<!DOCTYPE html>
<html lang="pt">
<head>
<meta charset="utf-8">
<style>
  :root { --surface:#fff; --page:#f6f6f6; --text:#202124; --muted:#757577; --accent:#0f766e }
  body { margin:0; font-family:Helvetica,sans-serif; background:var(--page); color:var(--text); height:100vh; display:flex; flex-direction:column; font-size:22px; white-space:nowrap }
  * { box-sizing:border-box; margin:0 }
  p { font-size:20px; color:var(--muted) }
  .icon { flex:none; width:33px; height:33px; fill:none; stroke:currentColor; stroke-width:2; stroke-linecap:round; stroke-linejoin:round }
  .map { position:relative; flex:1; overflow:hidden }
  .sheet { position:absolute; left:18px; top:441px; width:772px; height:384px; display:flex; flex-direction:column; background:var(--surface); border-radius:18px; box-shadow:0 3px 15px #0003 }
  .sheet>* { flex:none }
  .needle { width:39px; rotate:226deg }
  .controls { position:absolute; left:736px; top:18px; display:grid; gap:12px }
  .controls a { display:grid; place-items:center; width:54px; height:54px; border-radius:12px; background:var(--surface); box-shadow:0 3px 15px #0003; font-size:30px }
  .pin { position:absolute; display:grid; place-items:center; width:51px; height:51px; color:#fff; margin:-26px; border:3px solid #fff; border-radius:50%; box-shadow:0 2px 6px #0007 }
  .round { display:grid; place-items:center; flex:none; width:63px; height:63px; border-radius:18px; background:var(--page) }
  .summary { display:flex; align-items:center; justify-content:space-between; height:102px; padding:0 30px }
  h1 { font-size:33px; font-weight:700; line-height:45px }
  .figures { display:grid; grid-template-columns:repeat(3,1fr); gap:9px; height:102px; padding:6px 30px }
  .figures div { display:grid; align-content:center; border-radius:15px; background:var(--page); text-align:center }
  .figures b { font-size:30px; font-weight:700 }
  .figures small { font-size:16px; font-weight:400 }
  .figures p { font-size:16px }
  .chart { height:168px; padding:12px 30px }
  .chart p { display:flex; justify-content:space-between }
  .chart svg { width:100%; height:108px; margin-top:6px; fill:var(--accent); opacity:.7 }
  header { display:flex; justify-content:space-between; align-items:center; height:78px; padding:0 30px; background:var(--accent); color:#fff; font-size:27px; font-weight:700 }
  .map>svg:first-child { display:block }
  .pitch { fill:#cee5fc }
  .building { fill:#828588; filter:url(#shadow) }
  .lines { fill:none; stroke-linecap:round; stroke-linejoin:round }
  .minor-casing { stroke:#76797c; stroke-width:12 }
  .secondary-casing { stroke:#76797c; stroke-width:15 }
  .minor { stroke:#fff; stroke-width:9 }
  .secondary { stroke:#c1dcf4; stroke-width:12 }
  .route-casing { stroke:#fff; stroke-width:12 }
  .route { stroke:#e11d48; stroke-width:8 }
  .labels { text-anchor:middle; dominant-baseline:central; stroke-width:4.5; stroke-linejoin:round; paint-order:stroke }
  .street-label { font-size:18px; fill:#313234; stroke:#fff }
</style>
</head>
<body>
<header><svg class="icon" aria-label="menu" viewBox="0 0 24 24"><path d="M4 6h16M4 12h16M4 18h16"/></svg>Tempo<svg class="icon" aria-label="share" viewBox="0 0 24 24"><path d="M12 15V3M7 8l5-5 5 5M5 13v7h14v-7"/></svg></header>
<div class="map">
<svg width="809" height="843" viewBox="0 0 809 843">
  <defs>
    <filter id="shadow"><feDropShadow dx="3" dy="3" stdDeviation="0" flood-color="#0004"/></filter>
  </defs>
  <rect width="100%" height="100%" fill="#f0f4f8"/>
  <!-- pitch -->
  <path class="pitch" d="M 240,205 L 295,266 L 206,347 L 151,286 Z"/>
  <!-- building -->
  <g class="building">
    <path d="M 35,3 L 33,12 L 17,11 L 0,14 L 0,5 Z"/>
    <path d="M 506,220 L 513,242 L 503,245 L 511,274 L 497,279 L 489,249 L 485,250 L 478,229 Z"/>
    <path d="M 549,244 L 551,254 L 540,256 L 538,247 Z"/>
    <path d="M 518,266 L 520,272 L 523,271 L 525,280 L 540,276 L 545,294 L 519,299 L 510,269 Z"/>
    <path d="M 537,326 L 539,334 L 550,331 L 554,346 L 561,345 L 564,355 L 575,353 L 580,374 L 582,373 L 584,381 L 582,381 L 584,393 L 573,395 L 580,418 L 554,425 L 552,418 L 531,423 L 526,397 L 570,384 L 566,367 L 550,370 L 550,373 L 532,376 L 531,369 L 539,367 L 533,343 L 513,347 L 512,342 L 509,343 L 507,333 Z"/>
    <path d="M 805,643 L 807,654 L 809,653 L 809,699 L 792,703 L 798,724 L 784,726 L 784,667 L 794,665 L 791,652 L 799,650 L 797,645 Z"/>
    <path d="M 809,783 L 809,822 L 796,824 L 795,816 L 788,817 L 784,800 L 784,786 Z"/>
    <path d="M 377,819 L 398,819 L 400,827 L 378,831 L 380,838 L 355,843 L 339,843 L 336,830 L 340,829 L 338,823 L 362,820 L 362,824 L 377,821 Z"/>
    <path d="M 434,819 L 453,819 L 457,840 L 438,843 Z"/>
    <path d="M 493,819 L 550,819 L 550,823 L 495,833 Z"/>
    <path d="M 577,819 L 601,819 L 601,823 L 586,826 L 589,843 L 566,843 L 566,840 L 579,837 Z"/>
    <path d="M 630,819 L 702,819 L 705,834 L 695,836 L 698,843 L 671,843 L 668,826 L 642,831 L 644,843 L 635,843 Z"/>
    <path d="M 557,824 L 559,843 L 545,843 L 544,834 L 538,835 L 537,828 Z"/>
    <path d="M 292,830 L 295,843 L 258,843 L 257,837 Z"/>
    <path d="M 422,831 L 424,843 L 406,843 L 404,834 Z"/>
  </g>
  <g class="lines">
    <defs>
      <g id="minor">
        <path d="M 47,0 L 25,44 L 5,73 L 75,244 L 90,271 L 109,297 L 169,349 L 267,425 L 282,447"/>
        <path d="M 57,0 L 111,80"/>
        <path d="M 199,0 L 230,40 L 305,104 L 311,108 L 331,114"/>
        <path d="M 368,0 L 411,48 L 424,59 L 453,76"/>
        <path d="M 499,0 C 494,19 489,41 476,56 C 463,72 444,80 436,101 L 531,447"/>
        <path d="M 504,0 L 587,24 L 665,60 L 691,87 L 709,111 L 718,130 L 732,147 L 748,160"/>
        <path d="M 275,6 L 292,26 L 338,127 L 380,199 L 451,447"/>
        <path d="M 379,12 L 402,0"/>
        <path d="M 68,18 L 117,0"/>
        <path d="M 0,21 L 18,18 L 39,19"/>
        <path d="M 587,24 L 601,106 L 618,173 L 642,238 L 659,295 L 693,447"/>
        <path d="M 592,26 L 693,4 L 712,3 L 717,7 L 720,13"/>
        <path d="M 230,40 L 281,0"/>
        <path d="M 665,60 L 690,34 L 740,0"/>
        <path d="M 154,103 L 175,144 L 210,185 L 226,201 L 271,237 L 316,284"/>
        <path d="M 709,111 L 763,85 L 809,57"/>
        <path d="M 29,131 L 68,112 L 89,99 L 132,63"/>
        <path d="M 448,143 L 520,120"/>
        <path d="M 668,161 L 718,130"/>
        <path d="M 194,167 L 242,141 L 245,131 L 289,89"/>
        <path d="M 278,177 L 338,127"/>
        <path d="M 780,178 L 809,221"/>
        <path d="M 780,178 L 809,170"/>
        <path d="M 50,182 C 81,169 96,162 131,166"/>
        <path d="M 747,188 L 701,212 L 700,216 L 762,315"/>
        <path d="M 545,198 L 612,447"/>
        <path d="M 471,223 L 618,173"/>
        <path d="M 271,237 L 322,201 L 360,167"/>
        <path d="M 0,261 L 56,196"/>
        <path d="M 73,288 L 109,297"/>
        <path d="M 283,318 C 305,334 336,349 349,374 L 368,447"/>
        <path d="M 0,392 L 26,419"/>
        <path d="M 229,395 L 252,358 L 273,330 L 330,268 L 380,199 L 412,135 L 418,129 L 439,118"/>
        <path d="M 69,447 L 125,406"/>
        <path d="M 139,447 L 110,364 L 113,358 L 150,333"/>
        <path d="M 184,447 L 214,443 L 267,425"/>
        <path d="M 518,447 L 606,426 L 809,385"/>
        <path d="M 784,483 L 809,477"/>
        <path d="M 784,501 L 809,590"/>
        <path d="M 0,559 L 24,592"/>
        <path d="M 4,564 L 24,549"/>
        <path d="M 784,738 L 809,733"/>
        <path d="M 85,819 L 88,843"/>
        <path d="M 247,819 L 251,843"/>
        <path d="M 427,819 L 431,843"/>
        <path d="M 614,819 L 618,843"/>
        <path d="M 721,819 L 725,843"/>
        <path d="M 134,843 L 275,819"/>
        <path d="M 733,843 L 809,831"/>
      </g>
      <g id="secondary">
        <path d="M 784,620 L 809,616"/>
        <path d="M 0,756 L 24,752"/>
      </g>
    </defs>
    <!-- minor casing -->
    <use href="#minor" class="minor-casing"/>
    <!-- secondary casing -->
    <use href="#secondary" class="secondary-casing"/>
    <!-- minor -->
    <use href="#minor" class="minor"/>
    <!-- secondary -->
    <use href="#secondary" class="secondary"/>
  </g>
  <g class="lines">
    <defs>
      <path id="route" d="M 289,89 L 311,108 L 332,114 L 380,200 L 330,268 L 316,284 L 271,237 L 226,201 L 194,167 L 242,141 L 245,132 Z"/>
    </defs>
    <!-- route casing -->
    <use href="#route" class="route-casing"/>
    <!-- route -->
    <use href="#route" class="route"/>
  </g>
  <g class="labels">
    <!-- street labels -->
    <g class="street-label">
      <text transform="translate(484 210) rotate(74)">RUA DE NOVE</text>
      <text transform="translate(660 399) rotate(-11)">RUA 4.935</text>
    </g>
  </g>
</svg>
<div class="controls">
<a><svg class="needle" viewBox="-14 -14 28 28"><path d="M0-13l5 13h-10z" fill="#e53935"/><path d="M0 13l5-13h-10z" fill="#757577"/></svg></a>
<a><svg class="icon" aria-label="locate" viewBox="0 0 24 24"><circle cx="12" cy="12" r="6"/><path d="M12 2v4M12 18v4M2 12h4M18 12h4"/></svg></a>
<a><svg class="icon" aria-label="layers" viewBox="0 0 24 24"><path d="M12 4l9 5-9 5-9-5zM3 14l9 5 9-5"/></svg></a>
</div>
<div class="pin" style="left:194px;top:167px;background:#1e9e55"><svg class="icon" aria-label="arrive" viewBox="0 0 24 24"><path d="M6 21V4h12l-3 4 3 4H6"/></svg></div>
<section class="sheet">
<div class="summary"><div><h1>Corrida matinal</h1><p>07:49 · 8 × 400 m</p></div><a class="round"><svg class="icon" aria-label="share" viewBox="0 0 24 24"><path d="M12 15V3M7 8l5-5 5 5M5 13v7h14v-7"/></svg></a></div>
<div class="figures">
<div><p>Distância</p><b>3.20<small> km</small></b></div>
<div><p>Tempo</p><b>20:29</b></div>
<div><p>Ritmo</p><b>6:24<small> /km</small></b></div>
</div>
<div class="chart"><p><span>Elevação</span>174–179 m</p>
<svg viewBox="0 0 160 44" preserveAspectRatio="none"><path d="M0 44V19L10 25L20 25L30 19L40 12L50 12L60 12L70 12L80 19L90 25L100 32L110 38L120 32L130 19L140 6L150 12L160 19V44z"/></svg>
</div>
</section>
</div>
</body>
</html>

==========

== Task directions ==
Go through the listing above and find each line containing the string "Tempo"; copy those lines.

== Solution for this task ==
<header><svg class="icon" aria-label="menu" viewBox="0 0 24 24"><path d="M4 6h16M4 12h16M4 18h16"/></svg>Tempo<svg class="icon" aria-label="share" viewBox="0 0 24 24"><path d="M12 15V3M7 8l5-5 5 5M5 13v7h14v-7"/></svg></header>
<div><p>Tempo</p><b>20:29</b></div>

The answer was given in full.